PROBLEM REQUIREMENTS:
Read the listing below and copy out each line where the word "Tapia" occurs.

INPUT RECORDS:
********

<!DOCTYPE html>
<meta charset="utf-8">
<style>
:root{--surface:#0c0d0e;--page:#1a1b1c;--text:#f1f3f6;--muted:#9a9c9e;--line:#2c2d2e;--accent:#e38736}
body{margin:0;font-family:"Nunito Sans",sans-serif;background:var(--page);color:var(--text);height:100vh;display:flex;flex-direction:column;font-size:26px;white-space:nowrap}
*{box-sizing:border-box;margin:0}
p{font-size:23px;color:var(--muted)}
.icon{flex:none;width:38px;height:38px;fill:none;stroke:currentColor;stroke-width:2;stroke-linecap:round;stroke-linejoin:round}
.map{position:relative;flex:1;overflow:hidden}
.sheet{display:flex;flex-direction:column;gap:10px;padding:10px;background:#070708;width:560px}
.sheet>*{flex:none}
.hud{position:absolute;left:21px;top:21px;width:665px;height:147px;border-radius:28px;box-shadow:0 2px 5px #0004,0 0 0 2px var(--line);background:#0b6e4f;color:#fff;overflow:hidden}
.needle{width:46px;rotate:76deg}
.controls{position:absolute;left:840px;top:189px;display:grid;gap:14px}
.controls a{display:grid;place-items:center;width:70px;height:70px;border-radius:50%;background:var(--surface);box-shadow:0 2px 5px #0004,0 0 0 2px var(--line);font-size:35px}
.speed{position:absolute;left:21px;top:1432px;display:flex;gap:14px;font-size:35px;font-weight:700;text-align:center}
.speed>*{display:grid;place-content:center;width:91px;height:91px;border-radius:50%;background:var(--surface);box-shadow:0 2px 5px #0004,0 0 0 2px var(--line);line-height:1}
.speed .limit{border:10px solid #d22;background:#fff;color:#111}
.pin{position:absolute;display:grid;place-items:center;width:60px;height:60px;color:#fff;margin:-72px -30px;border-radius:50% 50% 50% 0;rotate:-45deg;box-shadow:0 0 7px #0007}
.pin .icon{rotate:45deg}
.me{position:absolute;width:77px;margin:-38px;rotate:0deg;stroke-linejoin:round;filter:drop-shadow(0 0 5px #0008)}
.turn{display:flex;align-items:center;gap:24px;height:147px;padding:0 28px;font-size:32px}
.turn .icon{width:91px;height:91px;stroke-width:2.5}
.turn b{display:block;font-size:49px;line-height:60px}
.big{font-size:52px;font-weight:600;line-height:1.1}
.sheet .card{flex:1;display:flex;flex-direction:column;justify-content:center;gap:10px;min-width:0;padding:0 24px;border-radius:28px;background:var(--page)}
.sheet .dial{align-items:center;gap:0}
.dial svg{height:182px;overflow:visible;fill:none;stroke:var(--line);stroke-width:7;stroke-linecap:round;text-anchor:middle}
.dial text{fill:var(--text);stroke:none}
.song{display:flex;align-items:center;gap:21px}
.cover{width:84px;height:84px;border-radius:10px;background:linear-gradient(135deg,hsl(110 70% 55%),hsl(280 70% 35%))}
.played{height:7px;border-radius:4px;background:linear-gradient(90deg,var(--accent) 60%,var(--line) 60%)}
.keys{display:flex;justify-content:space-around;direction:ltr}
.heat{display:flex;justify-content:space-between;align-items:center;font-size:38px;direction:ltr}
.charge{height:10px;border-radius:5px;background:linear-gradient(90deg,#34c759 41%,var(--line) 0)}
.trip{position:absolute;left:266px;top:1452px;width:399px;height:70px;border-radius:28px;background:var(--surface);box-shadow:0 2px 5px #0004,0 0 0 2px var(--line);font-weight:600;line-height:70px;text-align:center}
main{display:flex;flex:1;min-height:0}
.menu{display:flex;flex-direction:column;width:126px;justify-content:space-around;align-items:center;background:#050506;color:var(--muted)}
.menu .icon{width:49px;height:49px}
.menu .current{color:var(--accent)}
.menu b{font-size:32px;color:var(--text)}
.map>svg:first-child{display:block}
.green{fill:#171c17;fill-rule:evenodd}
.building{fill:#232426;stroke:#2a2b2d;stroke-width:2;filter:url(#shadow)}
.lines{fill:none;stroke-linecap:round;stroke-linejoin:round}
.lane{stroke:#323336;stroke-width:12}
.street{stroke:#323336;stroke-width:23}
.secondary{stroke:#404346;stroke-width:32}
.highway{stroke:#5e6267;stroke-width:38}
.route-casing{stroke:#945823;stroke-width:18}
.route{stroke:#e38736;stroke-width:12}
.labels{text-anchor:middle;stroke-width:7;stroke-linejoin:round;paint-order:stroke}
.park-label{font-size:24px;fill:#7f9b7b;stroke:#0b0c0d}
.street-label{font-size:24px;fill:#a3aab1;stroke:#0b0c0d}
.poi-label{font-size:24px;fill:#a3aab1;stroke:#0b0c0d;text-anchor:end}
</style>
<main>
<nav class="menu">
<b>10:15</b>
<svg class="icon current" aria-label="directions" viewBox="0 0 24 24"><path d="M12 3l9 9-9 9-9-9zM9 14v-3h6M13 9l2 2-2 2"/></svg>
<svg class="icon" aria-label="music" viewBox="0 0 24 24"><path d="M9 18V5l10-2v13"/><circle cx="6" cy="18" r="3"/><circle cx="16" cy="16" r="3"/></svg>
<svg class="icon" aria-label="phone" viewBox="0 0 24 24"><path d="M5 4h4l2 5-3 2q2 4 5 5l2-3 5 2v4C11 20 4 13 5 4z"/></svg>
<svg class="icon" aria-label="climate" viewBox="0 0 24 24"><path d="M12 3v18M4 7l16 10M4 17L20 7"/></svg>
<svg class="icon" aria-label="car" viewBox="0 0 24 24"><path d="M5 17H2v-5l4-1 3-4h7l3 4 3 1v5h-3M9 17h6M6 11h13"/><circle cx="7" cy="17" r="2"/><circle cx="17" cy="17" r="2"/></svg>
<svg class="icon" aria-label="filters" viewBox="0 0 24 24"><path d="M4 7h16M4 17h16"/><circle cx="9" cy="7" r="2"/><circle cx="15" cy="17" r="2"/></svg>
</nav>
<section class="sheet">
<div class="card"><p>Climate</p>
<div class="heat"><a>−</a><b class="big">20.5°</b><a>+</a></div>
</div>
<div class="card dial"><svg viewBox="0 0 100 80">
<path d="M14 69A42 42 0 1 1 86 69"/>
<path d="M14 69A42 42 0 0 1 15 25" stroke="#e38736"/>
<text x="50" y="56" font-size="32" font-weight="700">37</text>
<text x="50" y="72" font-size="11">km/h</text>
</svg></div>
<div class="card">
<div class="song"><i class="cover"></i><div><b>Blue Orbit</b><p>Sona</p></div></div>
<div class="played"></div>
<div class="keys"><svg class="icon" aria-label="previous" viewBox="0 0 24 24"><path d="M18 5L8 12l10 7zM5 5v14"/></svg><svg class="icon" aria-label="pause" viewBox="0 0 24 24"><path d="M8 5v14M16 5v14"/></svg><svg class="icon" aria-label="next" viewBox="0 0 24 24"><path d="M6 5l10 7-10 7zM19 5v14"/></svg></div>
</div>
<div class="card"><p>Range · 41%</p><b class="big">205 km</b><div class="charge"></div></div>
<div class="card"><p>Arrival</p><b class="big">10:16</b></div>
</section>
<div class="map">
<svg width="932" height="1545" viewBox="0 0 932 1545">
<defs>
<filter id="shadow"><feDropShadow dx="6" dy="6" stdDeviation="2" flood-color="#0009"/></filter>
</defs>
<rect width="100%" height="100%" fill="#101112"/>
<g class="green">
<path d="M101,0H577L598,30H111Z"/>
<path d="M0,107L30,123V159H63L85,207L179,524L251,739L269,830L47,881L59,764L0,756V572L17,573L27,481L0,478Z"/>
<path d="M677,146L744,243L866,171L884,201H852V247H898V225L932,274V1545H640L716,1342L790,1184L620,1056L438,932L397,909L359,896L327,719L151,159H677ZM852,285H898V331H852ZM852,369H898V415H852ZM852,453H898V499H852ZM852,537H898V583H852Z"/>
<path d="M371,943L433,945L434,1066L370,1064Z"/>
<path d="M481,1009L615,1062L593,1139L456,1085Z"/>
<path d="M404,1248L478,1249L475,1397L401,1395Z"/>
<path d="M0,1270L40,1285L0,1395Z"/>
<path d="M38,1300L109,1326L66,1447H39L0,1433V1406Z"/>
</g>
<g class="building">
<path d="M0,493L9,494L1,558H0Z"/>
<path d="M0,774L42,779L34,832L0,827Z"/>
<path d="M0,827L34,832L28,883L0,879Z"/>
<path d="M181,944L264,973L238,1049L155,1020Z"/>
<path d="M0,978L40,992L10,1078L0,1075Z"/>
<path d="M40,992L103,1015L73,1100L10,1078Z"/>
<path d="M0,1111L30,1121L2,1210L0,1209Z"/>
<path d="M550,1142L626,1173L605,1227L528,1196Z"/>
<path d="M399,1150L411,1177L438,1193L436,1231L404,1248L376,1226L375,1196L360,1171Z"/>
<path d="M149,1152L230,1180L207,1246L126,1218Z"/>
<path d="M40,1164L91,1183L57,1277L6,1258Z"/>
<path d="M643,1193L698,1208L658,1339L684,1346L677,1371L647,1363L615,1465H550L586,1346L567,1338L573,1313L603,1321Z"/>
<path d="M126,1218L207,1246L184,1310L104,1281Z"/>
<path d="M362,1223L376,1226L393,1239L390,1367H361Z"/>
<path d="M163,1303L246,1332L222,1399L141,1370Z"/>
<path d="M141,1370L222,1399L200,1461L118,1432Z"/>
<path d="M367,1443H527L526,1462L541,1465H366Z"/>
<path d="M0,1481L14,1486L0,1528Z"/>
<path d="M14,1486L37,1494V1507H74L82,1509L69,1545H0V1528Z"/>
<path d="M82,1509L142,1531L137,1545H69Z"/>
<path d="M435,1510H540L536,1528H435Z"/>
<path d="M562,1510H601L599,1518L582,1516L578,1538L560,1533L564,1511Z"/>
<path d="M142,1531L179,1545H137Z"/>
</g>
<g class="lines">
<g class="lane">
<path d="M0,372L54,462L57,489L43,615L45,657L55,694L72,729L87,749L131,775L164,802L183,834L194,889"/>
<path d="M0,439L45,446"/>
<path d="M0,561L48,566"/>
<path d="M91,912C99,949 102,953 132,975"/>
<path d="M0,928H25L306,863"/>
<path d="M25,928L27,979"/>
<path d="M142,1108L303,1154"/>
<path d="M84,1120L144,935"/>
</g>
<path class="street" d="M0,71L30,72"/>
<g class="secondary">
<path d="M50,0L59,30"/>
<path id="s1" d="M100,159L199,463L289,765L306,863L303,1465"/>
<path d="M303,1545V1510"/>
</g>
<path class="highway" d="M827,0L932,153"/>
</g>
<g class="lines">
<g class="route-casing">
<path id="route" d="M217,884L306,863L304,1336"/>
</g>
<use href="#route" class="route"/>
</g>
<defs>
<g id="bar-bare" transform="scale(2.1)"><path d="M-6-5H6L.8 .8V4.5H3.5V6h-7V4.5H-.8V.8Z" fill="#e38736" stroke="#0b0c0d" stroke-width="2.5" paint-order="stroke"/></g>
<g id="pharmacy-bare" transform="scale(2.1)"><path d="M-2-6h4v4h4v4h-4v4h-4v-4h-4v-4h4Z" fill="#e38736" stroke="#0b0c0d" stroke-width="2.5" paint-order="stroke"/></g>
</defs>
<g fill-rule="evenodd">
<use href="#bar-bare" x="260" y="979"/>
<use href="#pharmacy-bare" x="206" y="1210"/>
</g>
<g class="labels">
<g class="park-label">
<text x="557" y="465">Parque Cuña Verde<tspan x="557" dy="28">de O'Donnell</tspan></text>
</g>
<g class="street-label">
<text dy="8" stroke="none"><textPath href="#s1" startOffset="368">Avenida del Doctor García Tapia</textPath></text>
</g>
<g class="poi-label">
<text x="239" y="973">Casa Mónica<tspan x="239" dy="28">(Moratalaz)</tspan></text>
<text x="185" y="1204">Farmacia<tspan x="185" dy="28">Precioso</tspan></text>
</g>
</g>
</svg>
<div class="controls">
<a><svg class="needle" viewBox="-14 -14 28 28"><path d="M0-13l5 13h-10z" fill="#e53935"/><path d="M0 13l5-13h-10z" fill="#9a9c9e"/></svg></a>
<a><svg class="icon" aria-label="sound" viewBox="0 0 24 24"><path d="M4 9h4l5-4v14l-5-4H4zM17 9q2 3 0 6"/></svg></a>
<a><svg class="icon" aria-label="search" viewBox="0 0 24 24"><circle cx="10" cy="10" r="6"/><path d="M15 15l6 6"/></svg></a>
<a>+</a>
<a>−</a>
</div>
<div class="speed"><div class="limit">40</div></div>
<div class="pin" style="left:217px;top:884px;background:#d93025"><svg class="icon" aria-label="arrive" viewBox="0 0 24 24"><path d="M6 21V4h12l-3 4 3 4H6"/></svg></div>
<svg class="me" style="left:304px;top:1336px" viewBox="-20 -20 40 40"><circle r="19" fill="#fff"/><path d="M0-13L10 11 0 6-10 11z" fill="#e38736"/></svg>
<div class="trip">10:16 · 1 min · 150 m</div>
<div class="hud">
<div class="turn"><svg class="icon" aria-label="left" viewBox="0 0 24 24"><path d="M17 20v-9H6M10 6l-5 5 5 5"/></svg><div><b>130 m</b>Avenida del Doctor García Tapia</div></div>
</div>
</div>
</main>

********

REPLY:
<text dy="8" stroke="none"><textPath href="#s1" startOffset="368">Avenida del Doctor García Tapia</textPath></text>
<div class="turn"><svg class="icon" aria-label="left" viewBox="0 0 24 24"><path d="M17 20v-9H6M10 6l-5 5 5 5"/></svg><div><b>130 m</b>Avenida del Doctor García Tapia</div></div>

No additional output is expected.